Deciding whether to switch to an S Corporation isn’t a straightforward decision. There are three main upsides to making the switch, and four main downsides to making the switch.
First, you can reduce your taxes by eliminating self employment tax. When taxed as a proprietor or partnership, the IRS requires all of your wages to be subject to the 15.3% SE tax. As an S Corporation, you will be required to pay payroll taxes of 7.65% employer and 7.65% employee portion, so they can be just as bad as self-employment tax. However, if you make a reasonable argument to make your wages lower than all of the company profit, and take the rest as distributions, you will save on taxes.
Second, there are some audit protections. Every tax return is subject to IRS scrutiny, but the IRS has been less interested in auditing S Corporations compared to proprietorships.

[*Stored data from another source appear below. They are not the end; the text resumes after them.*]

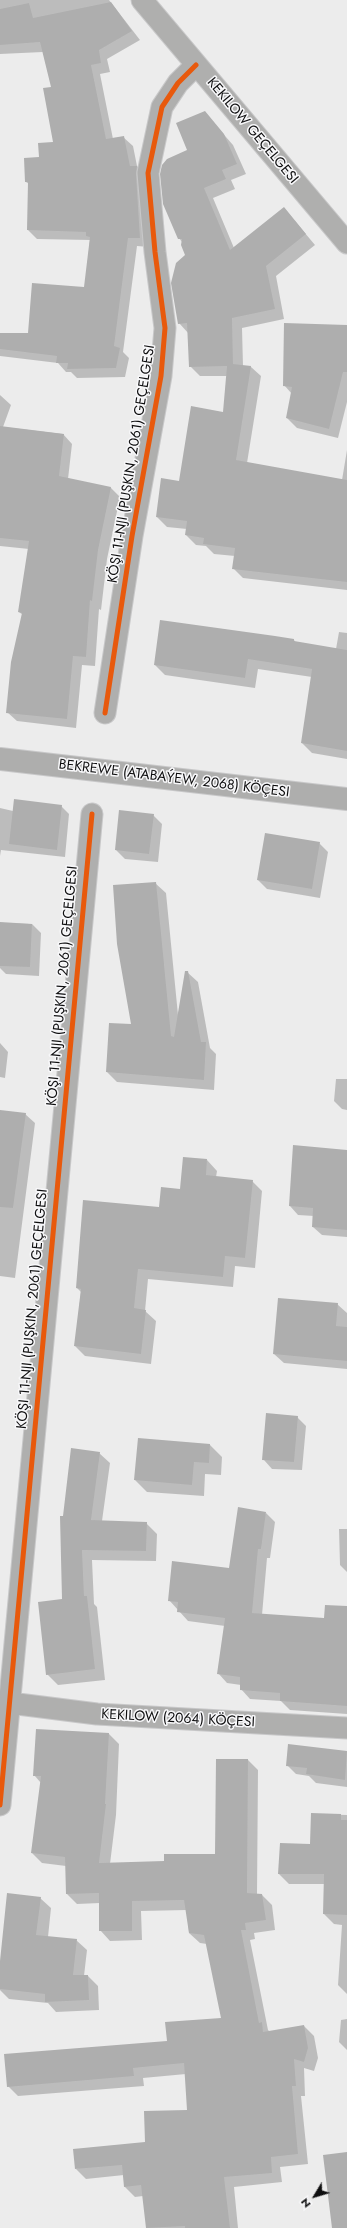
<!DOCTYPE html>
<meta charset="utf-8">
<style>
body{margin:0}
#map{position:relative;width:347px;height:2228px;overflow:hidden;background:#ececec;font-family:Jost,sans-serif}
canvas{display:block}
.north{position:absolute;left:295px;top:2176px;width:40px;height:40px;-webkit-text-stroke:3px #f8f8fa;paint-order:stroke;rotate:232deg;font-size:11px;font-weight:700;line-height:16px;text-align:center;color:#0e0e0f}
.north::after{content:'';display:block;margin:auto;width:14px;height:18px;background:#0e0e0f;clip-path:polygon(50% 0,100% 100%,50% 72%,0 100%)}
</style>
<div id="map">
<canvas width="347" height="2228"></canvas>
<div class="north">N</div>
</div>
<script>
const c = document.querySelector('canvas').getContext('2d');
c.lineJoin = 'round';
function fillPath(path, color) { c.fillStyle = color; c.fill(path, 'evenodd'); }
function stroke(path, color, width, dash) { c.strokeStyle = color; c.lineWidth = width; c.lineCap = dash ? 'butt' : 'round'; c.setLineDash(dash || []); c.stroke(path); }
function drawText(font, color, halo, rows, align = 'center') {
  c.font = font + ' Jost,sans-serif'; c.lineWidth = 3; c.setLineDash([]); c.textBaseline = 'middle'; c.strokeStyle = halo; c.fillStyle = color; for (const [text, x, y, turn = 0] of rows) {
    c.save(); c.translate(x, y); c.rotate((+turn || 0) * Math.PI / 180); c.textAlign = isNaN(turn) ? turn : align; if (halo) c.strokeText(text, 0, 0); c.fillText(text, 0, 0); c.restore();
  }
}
fillPath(new Path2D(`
 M 0,0 L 109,0 L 140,40 L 107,59 L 110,72 L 100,74 L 113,139 L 123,137 L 133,146 L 137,166 L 146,176 L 149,247 L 137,246 L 123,352 L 129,358 L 125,377 L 77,378 L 71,372 L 66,372 L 58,363 L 0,356 L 0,334 L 29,334 L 85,288 L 90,240 L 37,239 L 28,230 L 29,184 L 26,182 L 25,159 L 40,158 L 54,143 L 52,88 L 43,52 L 0,54 Z
 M 204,112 L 233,145 L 246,174 L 231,180 L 235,189 L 213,198 L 234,248 L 284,208 L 315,245 L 276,276 L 284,319 L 242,328 L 243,366 L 251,367 L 261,376 L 247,463 L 342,480 L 347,450 L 347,590 L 243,578 L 233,568 L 235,556 L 214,554 L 206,546 L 196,545 L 186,535 L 187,529 L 167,527 L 157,517 L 224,413 L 227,376 L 200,376 L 190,366 L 189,334 L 179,323 L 186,255 L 182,242 L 179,238 L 189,150 Z
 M 347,326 L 347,402 L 338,438 L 297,428 L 287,418 L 292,394 L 284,385 Z
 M 0,395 L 11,405 L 3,427 L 63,434 L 72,444 L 68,479 L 111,488 L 120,497 L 107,559 L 101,610 L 99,609 L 95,666 L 82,665 L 76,728 L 17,721 L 7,712 L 23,615 L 19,612 L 29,549 L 0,546 Z
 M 339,632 L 347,633 L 347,759 L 312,753 L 302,743 L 312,677 L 258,669 L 255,688 L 165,675 L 155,665 L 294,640 L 296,643 L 336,649 Z
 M 61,806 L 69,814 L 65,857 L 1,850 L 0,856 L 0,808 L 13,811 Z
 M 153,815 L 162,824 L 158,862 L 125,859 L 116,850 Z
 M 319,843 L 328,852 L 320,898 L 267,889 L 258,880 Z
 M 155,883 L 166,893 L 178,1015 L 187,972 L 198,982 L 210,1048 L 216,1054 L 214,1090 L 117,1082 L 107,1072 L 132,1025 Z
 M 0,923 L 32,924 L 41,933 L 39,976 L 6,974 L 0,968 Z
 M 0,1043 L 8,1052 L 5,1078 L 0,1077 Z
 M 336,1079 L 347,1079 L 347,1110 L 342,1109 L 334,1101 Z
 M 0,1111 L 25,1114 L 35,1123 L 15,1278 L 0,1276 Z
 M 347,1151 L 347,1237 L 322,1235 L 313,1227 L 314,1216 L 298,1215 L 290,1206 Z
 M 207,1160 L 217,1171 L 216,1177 L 252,1181 L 262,1191 L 255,1268 L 235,1266 L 233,1287 L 148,1279 L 145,1311 L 156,1321 L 151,1364 L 85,1356 L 75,1346 L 81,1292 L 77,1288 L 180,1190 Z
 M 337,1304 L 347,1313 L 347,1369 L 284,1363 L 274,1354 Z
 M 297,1417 L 306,1426 L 302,1470 L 272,1469 L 264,1460 Z
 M 139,1439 L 210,1445 L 222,1457 L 221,1475 L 205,1474 L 204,1496 L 147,1492 L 135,1480 Z
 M 99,1453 L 110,1463 L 102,1521 L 146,1523 L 157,1534 L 156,1561 L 92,1560 L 94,1604 L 97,1607 L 105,1680 L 58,1685 L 47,1674 L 63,1600 L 64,1517 Z
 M 266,1513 L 275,1522 L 270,1558 L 267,1558 L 262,1615 L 325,1620 L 347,1607 L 347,1714 L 290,1710 L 281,1701 L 250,1699 L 241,1689 L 241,1685 L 227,1683 L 218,1673 L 225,1626 L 188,1621 L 169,1600 L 230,1569 Z
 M 339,1529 L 347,1529 L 347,1572 L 340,1565 Z
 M 109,1734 L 119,1744 L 116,1815 L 110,1864 L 165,1862 L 216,1855 L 248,1760 L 258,1770 L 257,1895 L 262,1895 L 272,1905 L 275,1930 L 254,1933 L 255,1939 L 250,1940 L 268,2030 L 270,2032 L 304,2026 L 314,2036 L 318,2058 L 314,2071 L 304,2068 L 305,2096 L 301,2096 L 308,2164 L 280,2167 L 282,2182 L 234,2187 L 238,2228 L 147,2228 L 143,2196 L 135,2197 L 125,2187 L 124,2175 L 86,2179 L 76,2169 L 146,2143 L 188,2110 L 186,2074 L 143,2078 L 144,2086 L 18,2096 L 8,2086 L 168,2042 L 222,2018 L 207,1944 L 200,1943 L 189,1933 L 187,1910 L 141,1911 L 142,1940 L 110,1941 L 100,1930 L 100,1903 L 77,1904 L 67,1894 L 66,1866 L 42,1863 L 32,1853 L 41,1783 L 34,1775 Z
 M 289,1745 L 347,1752 L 347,1787 L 316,1783 L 309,1776 L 296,1774 L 287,1765 Z
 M 312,1814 L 347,1815 L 347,1994 L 338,1985 L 342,1925 L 334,1924 L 324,1914 L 325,1884 L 289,1884 L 279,1874 L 311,1845 Z
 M 40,1898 L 51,1908 L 48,1937 L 76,1940 L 87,1950 L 84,1976 L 88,1976 L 98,1986 L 99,2010 L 56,2012 L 48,2003 L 9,1999 L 0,1990 L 0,1970 Z
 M 347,2019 L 347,2050 L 339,2042 L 341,2020 Z`), '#0003');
fillPath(new Path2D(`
 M 111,2 L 132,31 L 99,50 L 101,63 L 91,65 L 106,139 L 124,136 L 130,166 L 137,166 L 136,174 L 140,238 L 128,238 L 114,346 L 120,348 L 116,368 L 67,369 L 68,363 L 56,363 L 57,356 L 0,349 L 0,333 L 28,333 L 32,283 L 84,287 L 90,237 L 86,236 L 86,232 L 27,230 L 28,182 L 25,182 L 24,158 L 39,157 L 38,143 L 53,142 L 43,88 L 51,87 L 40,42 L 0,45 L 0,9 L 29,3 L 33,18 Z
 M 205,111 L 224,134 L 237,164 L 222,170 L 226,179 L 204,188 L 230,250 L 284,207 L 306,234 L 266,266 L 275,309 L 232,318 L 233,364 L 251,366 L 236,460 L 347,480 L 347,582 L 232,569 L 235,548 L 203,544 L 204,538 L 185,535 L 187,521 L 156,517 L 161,478 L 179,481 L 191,406 L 223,412 L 227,366 L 189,367 L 187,323 L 178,324 L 171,283 L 176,263 L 185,255 L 181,245 L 182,239 L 178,239 L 163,204 L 160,174 L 162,165 L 167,159 L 187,150 L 176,123 Z
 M 284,323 L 347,325 L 347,372 L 343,372 L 329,429 L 286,418 L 292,387 L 283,386 Z
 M 0,426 L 64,434 L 59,476 L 111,487 L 98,550 L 92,601 L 90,600 L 86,657 L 73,656 L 67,719 L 6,713 L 11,662 L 22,613 L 18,612 L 29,541 L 0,538 Z
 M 160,620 L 275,636 L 294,639 L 294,641 L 347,650 L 347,751 L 301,743 L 312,669 L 248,659 L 245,678 L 154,665 Z
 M 14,799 L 62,805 L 57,850 L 9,844 Z
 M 119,810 L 154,814 L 149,854 L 115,850 Z
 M 265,833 L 320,842 L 312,889 L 257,880 Z
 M 156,882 L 171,1036 L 174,1037 L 185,971 L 188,971 L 201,1042 L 206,1042 L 204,1080 L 106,1072 L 109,1023 L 131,1024 L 117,944 L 113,885 Z
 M 0,922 L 32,924 L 30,967 L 0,966 Z
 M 0,1110 L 26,1113 L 13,1208 L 0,1207 Z
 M 293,1145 L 347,1150 L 347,1230 L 312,1227 L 313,1208 L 289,1206 Z
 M 183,1157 L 207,1159 L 206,1175 L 253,1180 L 245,1258 L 225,1256 L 223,1277 L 138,1269 L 134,1308 L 146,1310 L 141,1354 L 74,1346 L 81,1289 L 76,1288 L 83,1200 L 159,1207 L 161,1187 L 180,1189 Z
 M 278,1298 L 338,1303 L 336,1326 L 347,1327 L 347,1361 L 273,1354 Z
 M 266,1413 L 298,1416 L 294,1462 L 262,1460 Z
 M 138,1438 L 210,1444 L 209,1463 L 194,1462 L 192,1485 L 134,1480 Z
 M 71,1448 L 100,1452 L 91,1520 L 147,1522 L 146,1551 L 82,1550 L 84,1596 L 87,1596 L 95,1669 L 46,1675 L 38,1602 L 62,1599 L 60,1516 L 63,1516 Z
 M 238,1507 L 266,1512 L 261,1549 L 258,1549 L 252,1613 L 324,1618 L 325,1605 L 347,1606 L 347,1706 L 280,1701 L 280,1693 L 240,1690 L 240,1677 L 217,1674 L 225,1618 L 177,1612 L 178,1602 L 168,1601 L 172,1561 L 229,1568 Z
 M 36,1729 L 109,1733 L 105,1804 L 106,1804 L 99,1863 L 164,1861 L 164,1854 L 215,1854 L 216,1759 L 248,1759 L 247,1893 L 262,1894 L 266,1920 L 245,1923 L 246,1930 L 241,1930 L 259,2023 L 262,2022 L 263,2032 L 304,2025 L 308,2048 L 304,2062 L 294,2059 L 296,2086 L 292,2086 L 298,2154 L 271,2157 L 272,2173 L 224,2177 L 230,2228 L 185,2228 L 185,2226 L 146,2228 L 141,2185 L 124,2187 L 122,2165 L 75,2169 L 73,2149 L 145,2142 L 144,2111 L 187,2110 L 184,2063 L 133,2068 L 134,2076 L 7,2087 L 4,2054 L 167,2041 L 165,2022 L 221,2018 L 204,1935 L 189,1933 L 184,1900 L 132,1901 L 132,1931 L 99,1931 L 99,1893 L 66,1894 L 65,1857 L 31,1853 L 41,1776 L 33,1776 Z
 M 288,1744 L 347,1751 L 345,1780 L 306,1774 L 307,1768 L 286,1766 Z
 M 311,1813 L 341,1814 L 341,1820 L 347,1820 L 347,1915 L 323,1914 L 324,1874 L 278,1874 L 280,1843 L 310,1844 Z
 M 7,1893 L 41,1897 L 36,1935 L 77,1939 L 73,1975 L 88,1975 L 89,2000 L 45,2002 L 45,1994 L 0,1989 L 0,1961 Z
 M 347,2152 L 347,2228 L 332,2228 L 323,2155 Z`), '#aeaeae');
const minor = new Path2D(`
 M 142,0 L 347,243
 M 105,713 L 132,536 L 161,376 L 165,328 L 155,252 L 148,173 L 162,107 L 178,83 L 196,65
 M 10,1703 L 97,1714 L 347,1728
 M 0,1805 L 92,814`);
const secondary = new Path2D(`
 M 0,759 L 347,799`);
stroke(minor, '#c8c8c9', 23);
stroke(secondary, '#c8c8c9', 24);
stroke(minor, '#afafae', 21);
stroke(secondary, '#aeaead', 22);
stroke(new Path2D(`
 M 105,713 L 132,536 L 161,376 L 165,328 L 155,252 L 148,173 L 162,107 L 178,83 L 196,65
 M 0,1805 L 92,814`), '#e8590c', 5);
drawText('14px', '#0e0e0f', '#f8f8fa', [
 ["KEKILOW GEÇELGESI",252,131,50],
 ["KÖŞI 11-NJI (PUŞKIN, 2061) GEÇELGESI",132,464,-81],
 ["BEKREWE (ATABAÝEW, 2068) KÖÇESI",174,779,7],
 ["KÖŞI 11-NJI (PUŞKIN, 2061) GEÇELGESI",63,986,-85],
 ["KÖŞI 11-NJI (PUŞKIN, 2061) GEÇELGESI",33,1309,-85],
 ["KEKILOW (2064) KÖÇESI",178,1719,3]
]);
</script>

Third, if done correctly, there may be more liability protections. When determining the liability of an owner in an LLC, the IRS will evaluate the formalities surrounding the business. Because the S Corp tends to have its own tax return, board meetings, and shareholders; if they are properly structured and maintained, they can have an advantage.
The downsides of having an S Corporation include the following:
- Filing a form 1120-S: Even the simple S-Corp returns will cost $800-$1200 to file.
- Payroll requirements: Even running quarterly payroll for 1 employee could add an extra $500-$1,000 of expenses!
- Bookkeeping: When filing the form 1120-S, the IRS requires a balance sheet, which includes owner’s equity accounts, unlike the proprietorship. The business will usually need to buy Quickbooks (or a comparable program), hire a bookkeeper, get training, or prepare to have higher tax prep fees for getting the books cleaned up by the tax preparer so the cash balances tie to bank statements, the payroll agrees to payroll reports, and the balance sheet balances.
- S election: If you are an LLC, you will either need to someone prepare the form 2553. It usually costs about $250 to have us file this. If you were to request a lawyer to set you up as an S Corp without the LLC in place, it would cost much more.
Consequently, I usually recommend a business should wait until they net around $40,000, that is, they are paying $6,120 of SE tax, before considering the change.